Three-μm slides cut from three different tissue microarray block containing a total of 229 different formalin-fixed, paraffin-embedded samples from colorectal cancers (n=133), tubulovillous adenomas (n=27) and normal colonic mucosa (n=69) were used (duplicate cores for each samples). The project was approved by the ethical committee of the IEO. Samples were rehydrated through xylene and graded alcohols. Antigen retrieval was accomplished using 1 mM EDTA, 0.05% Tween. After peroxidase block with 3% H₂O₂ for 5 min, and block with 2% goat serum in PBS for 1 h, samples were incubated with primary antibodies (Mouse monoclonal anti-GM130 antibody, BD-Biosciences) in a 1:50 dilution for 60’ min at RT in 2% goat serum. Immunocomplexes were visualized by the EnVision^™+ HRP Rabbit (DAKO, K4011), and acquired with the Aperio ScanScope system. Duplicate cores for every sample were evaluated and then the scores were averaged and considered as weak expression (average score 0.5 – 1), moderate expression (average score 1.5 – 2), strong expression (average score 2.5 – 3), or as negative if they scored 0. IHC data for GM130 expression were available only for 29 normal colonic mucosa, 16 tubulovillous adenoma and 109 colorectal cancer samples, since in some cases, individual cores detached from the slides during the manipulations.
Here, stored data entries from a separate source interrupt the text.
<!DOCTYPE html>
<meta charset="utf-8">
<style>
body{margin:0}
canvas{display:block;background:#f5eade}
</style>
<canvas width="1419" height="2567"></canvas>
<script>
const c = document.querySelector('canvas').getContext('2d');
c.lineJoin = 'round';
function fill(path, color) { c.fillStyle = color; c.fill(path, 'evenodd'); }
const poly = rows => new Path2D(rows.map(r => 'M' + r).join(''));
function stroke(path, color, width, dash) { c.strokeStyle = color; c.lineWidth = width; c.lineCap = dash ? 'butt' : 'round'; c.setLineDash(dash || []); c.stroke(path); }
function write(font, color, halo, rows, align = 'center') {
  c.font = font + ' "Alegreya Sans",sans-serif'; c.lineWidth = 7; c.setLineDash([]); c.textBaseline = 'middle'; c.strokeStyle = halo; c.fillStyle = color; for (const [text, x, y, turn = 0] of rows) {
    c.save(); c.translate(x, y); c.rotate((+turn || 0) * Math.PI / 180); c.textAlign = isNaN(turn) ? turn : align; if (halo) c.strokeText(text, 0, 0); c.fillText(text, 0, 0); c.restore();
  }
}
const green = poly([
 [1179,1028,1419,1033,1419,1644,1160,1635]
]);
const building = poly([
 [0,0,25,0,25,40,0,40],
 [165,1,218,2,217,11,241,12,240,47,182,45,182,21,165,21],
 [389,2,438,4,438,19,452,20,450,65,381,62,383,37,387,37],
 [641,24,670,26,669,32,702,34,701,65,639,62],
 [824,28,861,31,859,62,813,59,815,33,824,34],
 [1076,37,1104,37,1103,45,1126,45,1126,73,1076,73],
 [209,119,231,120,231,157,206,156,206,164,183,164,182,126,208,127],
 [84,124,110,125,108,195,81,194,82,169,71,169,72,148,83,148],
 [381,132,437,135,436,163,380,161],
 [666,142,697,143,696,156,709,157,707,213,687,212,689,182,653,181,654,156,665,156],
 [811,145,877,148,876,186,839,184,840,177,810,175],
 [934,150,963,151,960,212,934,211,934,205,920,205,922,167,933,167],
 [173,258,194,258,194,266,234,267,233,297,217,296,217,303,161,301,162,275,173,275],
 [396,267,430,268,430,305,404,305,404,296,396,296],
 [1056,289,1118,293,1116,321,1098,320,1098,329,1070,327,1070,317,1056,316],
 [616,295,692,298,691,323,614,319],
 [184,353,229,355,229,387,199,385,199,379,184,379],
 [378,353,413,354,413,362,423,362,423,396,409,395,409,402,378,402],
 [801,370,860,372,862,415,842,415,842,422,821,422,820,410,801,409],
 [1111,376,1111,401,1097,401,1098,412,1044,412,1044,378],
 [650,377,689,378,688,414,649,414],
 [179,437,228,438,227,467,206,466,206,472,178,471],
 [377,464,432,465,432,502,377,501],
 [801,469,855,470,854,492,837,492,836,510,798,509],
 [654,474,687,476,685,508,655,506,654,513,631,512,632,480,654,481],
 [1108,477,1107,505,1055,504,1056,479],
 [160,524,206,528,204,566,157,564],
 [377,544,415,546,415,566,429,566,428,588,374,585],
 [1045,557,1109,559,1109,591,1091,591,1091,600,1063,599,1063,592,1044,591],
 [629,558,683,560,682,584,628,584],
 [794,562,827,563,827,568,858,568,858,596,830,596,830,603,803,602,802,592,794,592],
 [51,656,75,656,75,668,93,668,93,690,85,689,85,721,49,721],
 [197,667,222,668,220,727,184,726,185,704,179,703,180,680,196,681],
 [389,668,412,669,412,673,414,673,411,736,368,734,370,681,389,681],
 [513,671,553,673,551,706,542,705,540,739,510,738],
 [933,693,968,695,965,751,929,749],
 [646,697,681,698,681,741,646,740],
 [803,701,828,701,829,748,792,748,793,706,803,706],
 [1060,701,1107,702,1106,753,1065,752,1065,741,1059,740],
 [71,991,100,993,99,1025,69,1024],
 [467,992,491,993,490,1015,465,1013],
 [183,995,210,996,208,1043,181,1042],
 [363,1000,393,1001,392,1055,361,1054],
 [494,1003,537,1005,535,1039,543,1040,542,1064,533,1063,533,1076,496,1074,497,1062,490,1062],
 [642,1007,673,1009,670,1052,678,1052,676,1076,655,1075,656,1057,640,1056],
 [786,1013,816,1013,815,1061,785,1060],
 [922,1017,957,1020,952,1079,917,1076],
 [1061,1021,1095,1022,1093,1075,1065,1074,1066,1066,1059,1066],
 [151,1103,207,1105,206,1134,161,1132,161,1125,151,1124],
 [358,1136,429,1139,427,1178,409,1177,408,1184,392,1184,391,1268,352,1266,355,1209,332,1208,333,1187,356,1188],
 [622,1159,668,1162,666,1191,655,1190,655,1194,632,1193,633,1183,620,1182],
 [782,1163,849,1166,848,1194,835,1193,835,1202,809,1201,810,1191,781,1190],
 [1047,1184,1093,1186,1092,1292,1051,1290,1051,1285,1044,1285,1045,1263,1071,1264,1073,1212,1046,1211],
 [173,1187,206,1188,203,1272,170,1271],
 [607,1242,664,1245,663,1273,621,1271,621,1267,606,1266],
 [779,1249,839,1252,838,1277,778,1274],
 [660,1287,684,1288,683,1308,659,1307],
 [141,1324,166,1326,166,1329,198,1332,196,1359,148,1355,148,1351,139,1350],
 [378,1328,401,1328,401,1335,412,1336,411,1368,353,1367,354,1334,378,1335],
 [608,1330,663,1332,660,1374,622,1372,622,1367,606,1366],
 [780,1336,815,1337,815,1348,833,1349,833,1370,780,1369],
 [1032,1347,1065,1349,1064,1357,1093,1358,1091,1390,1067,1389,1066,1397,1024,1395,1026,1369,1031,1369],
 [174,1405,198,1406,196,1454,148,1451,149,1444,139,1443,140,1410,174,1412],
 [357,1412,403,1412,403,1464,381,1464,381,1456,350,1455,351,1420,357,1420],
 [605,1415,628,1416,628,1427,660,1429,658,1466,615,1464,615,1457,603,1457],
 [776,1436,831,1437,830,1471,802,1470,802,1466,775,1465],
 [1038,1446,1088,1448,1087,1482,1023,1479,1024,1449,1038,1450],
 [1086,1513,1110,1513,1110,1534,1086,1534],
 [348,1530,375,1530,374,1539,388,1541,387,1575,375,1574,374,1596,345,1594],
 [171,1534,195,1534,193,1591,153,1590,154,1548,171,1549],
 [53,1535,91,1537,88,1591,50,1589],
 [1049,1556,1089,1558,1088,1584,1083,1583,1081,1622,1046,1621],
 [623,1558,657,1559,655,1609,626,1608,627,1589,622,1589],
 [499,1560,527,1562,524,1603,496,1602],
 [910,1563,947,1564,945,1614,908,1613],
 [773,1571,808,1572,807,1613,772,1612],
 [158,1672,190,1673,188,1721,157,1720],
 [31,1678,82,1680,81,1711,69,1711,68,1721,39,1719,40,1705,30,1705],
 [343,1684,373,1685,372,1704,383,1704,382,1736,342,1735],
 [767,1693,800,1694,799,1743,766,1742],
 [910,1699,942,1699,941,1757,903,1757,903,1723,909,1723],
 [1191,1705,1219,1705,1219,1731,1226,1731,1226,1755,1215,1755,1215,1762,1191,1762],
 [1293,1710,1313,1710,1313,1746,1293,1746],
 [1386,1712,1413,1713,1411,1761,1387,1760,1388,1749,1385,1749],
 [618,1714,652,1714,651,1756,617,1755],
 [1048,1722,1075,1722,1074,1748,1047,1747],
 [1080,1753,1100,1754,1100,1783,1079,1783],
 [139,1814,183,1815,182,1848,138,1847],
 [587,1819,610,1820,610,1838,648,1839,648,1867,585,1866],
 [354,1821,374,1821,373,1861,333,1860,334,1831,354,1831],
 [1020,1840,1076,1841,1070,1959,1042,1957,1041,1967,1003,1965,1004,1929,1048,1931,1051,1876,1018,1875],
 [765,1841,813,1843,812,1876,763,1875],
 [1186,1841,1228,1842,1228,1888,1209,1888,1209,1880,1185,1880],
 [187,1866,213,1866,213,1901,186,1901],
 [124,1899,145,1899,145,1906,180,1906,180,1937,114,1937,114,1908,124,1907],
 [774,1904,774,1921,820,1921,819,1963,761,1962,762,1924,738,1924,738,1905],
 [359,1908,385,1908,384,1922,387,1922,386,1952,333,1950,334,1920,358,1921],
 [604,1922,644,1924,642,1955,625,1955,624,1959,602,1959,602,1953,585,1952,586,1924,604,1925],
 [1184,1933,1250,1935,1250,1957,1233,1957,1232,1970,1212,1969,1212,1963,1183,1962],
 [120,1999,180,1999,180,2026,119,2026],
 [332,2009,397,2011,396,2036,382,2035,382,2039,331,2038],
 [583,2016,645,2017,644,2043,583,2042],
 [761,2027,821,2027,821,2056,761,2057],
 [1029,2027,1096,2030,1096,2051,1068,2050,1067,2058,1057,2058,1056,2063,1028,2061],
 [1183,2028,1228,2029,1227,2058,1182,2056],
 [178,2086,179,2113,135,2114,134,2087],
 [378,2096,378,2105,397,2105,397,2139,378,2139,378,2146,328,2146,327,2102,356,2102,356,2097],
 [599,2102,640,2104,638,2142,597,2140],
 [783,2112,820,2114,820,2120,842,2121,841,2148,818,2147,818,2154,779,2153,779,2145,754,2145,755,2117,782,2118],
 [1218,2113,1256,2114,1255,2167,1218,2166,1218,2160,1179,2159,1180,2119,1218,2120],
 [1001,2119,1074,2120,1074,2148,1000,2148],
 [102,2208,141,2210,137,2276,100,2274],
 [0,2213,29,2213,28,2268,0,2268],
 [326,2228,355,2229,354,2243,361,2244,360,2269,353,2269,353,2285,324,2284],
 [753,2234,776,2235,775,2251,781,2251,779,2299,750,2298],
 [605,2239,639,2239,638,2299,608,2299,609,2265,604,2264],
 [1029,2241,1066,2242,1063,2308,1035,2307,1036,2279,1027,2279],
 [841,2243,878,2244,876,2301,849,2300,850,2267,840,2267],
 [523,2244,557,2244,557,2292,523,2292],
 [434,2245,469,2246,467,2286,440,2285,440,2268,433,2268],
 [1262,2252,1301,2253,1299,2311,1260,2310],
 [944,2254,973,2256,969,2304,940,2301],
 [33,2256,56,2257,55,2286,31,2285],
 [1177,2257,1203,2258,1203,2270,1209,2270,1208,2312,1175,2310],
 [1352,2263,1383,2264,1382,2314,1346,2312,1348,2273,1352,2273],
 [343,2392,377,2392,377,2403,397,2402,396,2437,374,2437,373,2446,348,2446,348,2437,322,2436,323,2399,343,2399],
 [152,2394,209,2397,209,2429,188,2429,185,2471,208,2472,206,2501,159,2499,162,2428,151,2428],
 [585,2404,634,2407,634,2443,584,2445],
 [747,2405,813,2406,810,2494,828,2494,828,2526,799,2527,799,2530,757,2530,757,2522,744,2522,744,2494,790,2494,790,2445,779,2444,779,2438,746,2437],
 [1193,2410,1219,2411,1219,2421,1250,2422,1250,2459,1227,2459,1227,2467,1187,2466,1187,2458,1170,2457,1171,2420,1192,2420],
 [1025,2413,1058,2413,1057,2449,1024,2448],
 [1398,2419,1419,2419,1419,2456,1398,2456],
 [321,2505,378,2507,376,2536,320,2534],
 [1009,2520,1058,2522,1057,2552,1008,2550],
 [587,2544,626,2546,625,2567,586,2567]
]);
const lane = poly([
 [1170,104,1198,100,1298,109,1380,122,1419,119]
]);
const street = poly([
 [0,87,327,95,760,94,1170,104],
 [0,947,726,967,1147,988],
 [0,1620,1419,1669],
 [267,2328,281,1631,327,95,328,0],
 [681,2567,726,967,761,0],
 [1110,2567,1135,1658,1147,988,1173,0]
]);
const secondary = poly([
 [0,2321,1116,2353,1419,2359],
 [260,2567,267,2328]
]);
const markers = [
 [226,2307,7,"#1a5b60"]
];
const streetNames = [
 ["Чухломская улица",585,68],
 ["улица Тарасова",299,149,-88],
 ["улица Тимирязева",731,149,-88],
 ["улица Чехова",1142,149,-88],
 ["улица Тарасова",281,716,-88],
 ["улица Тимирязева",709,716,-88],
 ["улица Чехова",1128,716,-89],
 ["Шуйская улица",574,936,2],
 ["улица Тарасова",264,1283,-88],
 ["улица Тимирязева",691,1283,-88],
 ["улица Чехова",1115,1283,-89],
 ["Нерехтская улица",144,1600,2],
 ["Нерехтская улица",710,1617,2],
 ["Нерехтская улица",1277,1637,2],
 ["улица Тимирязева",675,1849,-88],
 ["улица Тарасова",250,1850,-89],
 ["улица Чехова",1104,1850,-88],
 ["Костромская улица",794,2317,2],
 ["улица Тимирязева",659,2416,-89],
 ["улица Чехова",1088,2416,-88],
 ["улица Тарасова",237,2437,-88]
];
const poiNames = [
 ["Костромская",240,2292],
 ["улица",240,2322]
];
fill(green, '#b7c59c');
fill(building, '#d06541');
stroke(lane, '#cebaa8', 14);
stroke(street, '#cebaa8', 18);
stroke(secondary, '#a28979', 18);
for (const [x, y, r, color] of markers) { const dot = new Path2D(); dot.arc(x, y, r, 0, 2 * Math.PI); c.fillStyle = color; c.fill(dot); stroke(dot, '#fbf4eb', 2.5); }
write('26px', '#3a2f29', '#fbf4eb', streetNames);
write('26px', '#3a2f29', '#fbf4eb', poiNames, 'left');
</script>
11 matched colon cancer samples were analysed at the University of Regensburg according to the following procedure: two-μm slides cut from a tissue microarray block containing 60 different formalin-fixed, paraffin-embedded samples from colorectal cancers (n=20) and matched normal tissues (n=40) were used. Immunohistochemistry of GM130 was carried out in a BenchMark ULTRA (VENTANA) autostainer according to the manufacturer’s instructions. Briefly, retrieval was done using a citrate buffer (pH 6.0) for 44 min. The anti-GM130 antibody was used in a 1:100 dilution and incubated for 32 min. The slides were detected using the ULTRA View DAB detection kit (VENTANA). Negative controls without primary antibody were included in each experiment.

Statistical analysis

The data were analysed using Student T Test, Chi Square test or ANOVA test for multiple comparison in GraphPad Prism. All IF images are representative of at least 3 independent experiments. Western blots evaluations and IF evaluations are averages of at least 3 independent experiments. For TMA analysis differences between experimental groups were examined for statistical significance using the nonparametric comparisons for each pair using Wilcoxon Method (Figure 7B) or Pearson Chi Square test (Figure 7C). Where applicable, data are expressed as average ± SD. TMA data analysis were performed using JMP 10.0 statistical software (SAS Institute, Inc).